Melanocorypha is a small genus of birds in the lark family. The current genus name, Melanocorypha is from Ancient Greek melas, "black", and koruphos a term used by ancient writer for a now unknown bird, but here confused with korudos, "lark".

Taxonomy and systematics
Established by Friedrich Boie in 1828, the genus Melanocorypha has five extant and at least three extinct species.

Extant species
There are five species recognized in the genus:

Extinct species
There is at least three fossil species included in this genus:
 †Melanocorypha serdicensis (late Miocene from Hrabarsko, Bulgaria)
 †Melanocorypha donchevi (late Pliocene from Varshets, Bulgaria)
 †Melanocorypha minor (Pliocene of Beremend, Hungary)

Former species
Formerly, some authorities classified the following species as belonging to the genus Melanocorypha:
 Thick-billed lark (as Melanocorypha clot-bey)
 Bar-tailed lark (as Melanocorypha cinctura)
 White-winged lark (as Melanocorypha leucoptera or Melanocorypha sibirica)

Description
Melanocorypha larks are large, robust birds, 16.5–20 cm long with strong thick bills. Some have the typically undistinguished lark plumage, mainly streaked greyish-brown above and white below, but the, black and white-winged larks have distinctive male plumages. Several species have large black patches on the breast sides.

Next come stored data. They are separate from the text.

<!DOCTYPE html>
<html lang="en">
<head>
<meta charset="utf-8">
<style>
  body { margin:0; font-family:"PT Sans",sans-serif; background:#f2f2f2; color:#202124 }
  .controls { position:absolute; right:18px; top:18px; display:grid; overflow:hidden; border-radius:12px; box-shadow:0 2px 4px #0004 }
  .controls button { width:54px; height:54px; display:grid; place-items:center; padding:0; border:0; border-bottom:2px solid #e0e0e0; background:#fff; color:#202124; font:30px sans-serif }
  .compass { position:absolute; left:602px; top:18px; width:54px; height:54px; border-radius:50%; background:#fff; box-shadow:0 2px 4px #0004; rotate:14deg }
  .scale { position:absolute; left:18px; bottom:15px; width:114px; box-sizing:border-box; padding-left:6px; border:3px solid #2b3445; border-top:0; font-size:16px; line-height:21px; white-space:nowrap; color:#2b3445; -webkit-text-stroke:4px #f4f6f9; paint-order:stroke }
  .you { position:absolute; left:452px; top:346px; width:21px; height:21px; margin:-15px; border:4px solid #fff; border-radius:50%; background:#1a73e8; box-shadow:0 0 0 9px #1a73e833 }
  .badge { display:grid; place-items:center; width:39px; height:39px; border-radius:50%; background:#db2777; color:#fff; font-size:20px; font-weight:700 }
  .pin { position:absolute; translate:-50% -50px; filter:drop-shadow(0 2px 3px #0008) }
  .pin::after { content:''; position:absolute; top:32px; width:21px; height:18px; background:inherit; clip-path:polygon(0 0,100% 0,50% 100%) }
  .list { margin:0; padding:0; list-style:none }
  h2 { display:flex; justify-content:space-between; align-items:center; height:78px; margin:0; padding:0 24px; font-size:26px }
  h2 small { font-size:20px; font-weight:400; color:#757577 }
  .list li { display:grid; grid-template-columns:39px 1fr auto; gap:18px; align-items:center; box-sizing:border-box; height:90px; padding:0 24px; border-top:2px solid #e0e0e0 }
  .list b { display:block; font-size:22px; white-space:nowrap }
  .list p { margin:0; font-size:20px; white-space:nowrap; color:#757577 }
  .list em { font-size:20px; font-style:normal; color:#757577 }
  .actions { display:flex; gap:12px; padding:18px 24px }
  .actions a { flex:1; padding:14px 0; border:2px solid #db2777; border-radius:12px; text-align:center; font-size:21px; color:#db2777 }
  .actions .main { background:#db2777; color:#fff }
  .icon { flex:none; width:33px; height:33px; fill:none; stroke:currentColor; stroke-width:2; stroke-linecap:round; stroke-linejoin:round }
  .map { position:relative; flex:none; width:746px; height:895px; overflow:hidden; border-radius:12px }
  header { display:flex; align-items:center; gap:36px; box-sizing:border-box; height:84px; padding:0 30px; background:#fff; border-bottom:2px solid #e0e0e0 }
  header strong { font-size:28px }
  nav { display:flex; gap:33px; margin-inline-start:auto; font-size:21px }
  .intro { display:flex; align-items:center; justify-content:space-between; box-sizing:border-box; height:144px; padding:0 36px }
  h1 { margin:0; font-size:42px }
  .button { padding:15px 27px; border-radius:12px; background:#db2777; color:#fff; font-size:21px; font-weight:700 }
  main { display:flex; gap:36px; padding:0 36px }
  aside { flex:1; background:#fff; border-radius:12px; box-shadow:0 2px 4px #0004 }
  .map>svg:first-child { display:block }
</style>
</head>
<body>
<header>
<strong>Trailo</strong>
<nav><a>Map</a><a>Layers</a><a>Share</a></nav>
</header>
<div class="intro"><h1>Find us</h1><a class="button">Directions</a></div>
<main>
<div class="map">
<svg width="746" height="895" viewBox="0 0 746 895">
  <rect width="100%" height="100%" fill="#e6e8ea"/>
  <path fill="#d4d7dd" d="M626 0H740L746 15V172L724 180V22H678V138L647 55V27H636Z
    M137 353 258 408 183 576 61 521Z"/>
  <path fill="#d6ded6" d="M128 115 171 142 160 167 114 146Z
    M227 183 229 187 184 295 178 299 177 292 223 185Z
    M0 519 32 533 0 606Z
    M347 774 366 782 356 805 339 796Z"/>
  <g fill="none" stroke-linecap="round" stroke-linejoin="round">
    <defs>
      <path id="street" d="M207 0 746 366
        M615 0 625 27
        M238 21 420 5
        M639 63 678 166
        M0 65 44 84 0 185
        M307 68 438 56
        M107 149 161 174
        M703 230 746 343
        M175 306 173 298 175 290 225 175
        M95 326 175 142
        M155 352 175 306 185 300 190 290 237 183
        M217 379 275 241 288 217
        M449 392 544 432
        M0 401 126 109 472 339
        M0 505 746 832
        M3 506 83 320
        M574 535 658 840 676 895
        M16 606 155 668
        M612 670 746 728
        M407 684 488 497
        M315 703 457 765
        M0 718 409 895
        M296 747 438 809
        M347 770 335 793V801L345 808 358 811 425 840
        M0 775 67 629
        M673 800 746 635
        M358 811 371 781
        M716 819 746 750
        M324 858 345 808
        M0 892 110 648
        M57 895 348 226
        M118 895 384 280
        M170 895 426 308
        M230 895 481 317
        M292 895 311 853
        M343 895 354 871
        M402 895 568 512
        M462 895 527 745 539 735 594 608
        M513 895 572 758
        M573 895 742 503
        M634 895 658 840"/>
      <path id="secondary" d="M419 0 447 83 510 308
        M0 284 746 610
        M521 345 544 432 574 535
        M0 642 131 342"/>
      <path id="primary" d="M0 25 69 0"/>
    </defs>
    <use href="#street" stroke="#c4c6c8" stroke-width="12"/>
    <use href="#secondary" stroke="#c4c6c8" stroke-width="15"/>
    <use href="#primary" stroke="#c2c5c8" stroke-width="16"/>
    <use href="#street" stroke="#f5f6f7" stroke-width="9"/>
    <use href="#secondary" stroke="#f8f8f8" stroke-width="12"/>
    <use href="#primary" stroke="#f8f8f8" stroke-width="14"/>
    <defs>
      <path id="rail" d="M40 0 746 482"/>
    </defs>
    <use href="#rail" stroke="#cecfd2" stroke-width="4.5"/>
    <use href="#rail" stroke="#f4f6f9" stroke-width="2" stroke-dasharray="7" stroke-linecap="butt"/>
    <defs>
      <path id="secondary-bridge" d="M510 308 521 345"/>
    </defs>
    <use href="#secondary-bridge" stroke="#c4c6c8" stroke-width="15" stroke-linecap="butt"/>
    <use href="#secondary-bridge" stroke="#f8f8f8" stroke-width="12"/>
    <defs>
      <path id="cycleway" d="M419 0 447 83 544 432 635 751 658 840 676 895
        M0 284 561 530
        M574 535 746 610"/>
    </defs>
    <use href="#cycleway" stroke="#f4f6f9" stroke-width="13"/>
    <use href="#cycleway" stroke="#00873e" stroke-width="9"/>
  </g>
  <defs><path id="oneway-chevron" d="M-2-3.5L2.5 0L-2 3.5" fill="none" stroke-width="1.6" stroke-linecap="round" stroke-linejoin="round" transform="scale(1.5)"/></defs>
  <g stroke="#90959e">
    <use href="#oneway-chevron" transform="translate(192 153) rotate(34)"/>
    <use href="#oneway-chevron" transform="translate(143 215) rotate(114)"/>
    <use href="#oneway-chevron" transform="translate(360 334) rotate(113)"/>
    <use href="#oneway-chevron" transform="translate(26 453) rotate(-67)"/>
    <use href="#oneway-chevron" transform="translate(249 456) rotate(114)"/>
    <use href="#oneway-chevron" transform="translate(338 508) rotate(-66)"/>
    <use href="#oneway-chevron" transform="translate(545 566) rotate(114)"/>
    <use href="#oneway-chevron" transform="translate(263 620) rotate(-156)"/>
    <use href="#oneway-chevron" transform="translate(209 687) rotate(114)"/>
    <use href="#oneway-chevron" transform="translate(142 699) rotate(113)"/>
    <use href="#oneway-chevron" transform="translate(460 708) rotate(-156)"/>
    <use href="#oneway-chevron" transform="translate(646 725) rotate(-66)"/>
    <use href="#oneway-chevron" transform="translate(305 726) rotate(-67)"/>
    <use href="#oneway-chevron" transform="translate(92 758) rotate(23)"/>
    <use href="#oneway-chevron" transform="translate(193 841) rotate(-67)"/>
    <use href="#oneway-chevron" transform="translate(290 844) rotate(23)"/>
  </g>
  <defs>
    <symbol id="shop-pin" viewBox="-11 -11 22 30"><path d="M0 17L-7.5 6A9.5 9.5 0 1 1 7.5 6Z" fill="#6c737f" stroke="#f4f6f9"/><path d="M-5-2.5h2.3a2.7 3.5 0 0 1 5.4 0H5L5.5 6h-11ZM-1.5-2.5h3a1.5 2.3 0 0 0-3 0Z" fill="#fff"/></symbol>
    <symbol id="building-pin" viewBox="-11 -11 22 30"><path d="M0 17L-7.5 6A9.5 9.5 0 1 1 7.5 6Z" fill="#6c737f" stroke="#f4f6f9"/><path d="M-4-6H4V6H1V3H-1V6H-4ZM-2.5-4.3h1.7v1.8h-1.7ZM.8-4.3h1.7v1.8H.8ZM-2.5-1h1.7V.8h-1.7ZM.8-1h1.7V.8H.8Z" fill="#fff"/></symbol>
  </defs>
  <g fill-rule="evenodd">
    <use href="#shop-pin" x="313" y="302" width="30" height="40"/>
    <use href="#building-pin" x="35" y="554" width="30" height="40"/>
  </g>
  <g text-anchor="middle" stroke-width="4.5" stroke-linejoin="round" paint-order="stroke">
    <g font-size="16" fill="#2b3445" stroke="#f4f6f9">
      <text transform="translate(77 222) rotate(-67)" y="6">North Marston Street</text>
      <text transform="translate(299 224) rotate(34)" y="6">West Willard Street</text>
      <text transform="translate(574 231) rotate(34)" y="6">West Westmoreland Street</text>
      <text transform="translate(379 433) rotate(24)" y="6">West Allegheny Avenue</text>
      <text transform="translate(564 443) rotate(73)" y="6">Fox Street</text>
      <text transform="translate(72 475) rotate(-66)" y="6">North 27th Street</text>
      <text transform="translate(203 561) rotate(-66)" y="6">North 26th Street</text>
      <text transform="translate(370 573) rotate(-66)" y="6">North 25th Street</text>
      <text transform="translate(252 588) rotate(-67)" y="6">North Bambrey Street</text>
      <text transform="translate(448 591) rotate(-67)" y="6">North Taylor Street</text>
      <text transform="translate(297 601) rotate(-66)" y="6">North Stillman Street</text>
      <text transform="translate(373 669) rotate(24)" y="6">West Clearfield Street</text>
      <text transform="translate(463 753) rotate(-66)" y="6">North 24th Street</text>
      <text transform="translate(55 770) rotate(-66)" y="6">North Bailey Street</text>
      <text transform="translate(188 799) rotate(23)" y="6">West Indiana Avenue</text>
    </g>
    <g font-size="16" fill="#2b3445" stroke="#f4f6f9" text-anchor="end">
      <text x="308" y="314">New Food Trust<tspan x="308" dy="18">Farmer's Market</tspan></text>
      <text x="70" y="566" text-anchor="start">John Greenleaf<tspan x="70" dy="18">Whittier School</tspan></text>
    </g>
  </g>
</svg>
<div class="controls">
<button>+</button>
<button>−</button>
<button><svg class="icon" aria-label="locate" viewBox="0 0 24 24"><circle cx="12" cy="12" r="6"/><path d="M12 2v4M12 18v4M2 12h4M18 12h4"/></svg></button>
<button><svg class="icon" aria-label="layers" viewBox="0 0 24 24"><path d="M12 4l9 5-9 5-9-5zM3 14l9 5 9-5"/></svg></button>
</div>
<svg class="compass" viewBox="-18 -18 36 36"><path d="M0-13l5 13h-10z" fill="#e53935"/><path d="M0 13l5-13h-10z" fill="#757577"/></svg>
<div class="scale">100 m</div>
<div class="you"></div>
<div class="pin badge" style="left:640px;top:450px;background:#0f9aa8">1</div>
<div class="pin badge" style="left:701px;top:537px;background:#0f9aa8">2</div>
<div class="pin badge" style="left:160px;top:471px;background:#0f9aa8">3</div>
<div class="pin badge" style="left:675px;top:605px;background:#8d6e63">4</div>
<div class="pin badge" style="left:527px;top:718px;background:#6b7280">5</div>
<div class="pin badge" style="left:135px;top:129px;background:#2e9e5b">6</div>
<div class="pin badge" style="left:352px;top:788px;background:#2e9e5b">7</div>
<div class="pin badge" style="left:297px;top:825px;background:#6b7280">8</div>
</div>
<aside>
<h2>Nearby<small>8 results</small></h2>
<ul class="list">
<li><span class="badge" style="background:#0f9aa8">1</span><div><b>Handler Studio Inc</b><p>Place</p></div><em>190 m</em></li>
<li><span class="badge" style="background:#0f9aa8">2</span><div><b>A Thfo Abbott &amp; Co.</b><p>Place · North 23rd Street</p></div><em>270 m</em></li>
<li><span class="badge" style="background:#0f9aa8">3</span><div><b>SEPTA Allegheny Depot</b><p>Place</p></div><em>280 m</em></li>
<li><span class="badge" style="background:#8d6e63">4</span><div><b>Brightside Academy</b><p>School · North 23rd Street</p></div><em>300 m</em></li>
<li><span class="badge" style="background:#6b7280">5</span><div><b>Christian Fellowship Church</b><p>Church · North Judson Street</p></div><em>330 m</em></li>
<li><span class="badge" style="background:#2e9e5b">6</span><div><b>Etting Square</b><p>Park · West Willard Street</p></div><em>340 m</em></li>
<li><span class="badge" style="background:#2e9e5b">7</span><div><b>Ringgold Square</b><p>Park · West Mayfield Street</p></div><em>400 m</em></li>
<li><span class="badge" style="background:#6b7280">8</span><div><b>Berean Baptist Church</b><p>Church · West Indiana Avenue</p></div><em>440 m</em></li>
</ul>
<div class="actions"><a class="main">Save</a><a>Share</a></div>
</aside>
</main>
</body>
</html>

In flight they show broad wings and a shortish tail. The songs of most species are like that of the skylark.

Distribution and habitat
The members of Melanocorypha occur mainly in temperate Asia from Turkey through central Asia to China, but the calandra lark also has an extensive European distribution around the Mediterranean. These larks are mostly partially migratory, moving relatively short distances from the coldest parts of their ranges. Several species are very rare vagrants to western Europe.

These are birds of open cultivation, steppe or semi-desert. They nest on the ground and the young are precocial. The food is seeds supplemented with insects especially in the breeding season. They are gregarious outside the breeding season.